Beetroot In Diet Patterns
Beetroot fits clean eating plans without fuss. In a plant-forward plate, set it beside beans, tofu, or tempeh for a lift. In a mixed plate, match it with salmon, tuna, chicken, or eggs. If you keep fats low, steam or roast and season with citrus and herbs. If you track carbs, pair beetroot with leafy greens and a lean protein so grams line up with your target. Athletes often choose beet drinks for nitrates; for daily meals, the whole root brings fiber that aids fullness. Use beetroot as a color anchor; let beans, fish, tofu, or eggs supply most protein at each meal. Rotate raw, roasted, and pickled forms to keep meals interesting while your protein plan stays steady across days.

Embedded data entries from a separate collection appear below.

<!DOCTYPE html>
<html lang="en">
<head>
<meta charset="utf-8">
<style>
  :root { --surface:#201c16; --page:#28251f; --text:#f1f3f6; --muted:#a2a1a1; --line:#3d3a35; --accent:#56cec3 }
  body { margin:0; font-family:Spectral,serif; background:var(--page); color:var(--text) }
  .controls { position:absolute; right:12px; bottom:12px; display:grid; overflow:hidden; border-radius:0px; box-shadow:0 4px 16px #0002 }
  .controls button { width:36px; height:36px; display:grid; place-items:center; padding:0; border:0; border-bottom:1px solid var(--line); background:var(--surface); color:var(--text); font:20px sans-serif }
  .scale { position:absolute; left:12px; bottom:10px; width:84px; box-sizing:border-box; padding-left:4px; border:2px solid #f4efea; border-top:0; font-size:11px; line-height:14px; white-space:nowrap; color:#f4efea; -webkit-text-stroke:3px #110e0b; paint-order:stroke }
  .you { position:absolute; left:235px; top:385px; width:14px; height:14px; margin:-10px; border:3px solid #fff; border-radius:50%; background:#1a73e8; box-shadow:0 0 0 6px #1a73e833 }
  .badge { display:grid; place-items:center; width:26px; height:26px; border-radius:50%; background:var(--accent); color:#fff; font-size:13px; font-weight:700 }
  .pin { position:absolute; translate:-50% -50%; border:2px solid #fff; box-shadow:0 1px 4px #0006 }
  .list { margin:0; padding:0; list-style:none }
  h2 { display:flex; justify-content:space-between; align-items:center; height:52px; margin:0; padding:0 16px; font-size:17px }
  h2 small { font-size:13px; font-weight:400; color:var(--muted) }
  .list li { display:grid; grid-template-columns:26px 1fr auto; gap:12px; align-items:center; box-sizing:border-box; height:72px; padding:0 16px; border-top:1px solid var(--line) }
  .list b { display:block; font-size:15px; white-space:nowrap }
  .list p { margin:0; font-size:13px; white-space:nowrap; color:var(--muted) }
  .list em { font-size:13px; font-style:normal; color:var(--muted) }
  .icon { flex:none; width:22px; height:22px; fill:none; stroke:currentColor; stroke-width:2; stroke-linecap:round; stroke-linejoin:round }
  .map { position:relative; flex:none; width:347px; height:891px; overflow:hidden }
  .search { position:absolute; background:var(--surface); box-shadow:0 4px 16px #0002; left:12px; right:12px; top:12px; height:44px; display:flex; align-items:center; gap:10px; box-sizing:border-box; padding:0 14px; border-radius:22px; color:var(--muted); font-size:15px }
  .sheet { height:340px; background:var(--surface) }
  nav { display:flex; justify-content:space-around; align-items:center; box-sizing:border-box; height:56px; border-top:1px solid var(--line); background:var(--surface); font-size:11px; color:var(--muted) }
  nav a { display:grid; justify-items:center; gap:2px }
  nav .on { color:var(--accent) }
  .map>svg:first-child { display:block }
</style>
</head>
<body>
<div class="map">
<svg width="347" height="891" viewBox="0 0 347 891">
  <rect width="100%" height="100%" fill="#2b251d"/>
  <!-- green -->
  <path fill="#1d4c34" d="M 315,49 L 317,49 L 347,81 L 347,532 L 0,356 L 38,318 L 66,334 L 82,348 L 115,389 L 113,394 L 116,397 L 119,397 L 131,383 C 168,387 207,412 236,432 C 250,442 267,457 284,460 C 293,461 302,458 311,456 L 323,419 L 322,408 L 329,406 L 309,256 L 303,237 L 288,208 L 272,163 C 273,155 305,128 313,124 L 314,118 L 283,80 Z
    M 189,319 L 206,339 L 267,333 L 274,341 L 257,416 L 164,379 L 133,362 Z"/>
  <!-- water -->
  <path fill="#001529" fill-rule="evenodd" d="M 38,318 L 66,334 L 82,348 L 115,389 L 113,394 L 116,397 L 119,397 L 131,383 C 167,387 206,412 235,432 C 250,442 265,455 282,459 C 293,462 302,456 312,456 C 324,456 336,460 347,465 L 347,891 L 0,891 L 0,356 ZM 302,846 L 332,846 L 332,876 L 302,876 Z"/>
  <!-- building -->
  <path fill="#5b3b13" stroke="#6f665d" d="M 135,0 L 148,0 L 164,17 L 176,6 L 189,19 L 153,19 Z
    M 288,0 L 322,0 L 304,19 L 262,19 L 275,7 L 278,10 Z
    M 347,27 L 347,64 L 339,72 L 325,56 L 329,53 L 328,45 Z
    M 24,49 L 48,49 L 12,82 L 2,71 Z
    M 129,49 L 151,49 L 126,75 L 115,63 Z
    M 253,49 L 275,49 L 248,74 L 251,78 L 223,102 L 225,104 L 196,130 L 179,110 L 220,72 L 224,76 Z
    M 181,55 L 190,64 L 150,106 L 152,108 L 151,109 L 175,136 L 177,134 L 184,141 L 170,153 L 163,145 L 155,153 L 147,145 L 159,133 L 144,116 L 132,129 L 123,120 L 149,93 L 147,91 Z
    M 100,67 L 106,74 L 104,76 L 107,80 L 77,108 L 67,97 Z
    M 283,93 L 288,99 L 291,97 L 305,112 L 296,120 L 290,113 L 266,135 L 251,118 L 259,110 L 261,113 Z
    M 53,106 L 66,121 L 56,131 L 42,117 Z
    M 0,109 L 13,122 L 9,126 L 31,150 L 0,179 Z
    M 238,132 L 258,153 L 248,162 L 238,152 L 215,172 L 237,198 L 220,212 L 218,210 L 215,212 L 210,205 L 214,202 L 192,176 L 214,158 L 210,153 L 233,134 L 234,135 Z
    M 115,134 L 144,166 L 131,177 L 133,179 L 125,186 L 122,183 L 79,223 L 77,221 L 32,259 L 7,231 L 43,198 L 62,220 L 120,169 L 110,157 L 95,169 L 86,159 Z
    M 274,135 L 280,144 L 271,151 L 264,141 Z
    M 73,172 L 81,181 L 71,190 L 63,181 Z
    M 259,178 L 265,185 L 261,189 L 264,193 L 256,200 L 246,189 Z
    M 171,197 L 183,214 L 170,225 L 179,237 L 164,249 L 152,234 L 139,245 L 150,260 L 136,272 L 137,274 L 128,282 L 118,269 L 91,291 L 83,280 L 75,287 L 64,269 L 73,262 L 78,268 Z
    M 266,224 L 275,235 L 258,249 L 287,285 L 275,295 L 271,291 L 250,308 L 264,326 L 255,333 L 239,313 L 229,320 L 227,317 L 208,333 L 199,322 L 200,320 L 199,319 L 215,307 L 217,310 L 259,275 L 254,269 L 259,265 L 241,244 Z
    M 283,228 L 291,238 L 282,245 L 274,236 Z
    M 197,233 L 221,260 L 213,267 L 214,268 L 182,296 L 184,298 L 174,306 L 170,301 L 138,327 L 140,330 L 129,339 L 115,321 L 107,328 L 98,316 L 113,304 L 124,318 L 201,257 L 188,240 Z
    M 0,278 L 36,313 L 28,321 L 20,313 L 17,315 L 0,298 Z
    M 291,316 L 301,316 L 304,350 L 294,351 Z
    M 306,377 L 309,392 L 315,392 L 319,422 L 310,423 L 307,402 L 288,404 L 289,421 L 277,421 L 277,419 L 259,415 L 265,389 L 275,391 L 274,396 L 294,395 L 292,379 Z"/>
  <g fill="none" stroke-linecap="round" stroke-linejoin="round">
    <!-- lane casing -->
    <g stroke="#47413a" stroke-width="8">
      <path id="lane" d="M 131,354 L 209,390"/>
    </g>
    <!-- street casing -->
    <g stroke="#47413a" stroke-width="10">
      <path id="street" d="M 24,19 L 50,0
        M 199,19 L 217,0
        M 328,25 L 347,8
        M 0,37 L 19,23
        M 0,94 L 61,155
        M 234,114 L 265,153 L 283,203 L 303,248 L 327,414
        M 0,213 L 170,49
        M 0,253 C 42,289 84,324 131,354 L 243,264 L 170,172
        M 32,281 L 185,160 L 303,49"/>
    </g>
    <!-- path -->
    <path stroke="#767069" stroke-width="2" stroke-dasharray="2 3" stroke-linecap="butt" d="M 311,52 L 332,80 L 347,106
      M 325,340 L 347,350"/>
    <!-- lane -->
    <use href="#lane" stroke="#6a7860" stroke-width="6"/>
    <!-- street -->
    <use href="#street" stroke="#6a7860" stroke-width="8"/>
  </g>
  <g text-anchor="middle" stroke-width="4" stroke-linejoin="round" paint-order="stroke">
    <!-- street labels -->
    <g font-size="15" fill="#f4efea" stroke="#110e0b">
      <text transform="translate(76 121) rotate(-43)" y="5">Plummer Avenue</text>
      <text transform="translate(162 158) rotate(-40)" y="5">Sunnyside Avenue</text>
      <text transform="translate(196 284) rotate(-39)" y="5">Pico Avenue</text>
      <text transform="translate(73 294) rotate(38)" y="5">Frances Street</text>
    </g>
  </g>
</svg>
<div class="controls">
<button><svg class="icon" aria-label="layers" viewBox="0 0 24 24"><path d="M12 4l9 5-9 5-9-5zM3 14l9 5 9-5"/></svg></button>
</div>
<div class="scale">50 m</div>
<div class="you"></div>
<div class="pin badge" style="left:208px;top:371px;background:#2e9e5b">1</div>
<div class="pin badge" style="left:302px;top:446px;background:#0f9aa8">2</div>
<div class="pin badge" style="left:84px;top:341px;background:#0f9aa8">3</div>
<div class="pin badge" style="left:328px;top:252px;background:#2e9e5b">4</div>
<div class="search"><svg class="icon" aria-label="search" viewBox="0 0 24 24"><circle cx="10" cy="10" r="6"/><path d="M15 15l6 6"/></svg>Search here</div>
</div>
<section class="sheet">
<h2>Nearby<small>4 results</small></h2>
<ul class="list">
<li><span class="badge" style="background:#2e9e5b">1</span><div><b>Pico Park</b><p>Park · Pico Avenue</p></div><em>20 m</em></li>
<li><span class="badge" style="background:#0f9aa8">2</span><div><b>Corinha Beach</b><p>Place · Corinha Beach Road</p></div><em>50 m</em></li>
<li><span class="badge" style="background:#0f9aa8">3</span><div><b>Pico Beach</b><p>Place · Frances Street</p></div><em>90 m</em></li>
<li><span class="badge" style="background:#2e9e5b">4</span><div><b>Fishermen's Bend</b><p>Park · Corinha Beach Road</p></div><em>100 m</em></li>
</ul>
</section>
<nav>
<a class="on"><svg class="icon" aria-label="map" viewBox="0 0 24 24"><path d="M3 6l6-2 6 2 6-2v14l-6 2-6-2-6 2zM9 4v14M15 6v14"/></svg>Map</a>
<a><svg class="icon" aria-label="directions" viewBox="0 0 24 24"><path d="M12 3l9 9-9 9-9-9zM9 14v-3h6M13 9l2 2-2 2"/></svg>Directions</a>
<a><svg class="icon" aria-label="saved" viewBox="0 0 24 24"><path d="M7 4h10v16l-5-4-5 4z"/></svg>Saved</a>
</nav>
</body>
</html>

Method Notes, Sources, And Safe Ranges
The figures in this guide come from tools that pull from the U.S. Department of Agriculture’s FoodData Central and UK composition tables. Raw beets show ~1.6 g protein per 100 g, while cooked beets are ~1.7 g per 100 g. Canned and pickled versions dilute the protein number due to added liquid, while dried powder concentrates it. For official diet context on daily protein patterns and recommended intake ranges, see the Dietary Guidelines for Americans. To search individual foods in the primary database, use USDA FoodData Central. For raw and cooked beet entries, the linked MyFoodData pages in the first table mirror USDA records; pickled and canned values come from entries that report the same trend. If you prepare beets at home, a kitchen scale and the serving size list above will keep your logs consistent.
Bottom Line On Beetroot Protein
The beetroot protein per 100g number is stable and modest. Use ~1.6 g for raw and ~1.7 g for cooked when logging meals. Pair beets with stronger protein sources, or add the greens for a little extra. You get color, potassium, and fiber, while your main protein comes from beans, dairy, eggs, tofu, meat, or fish.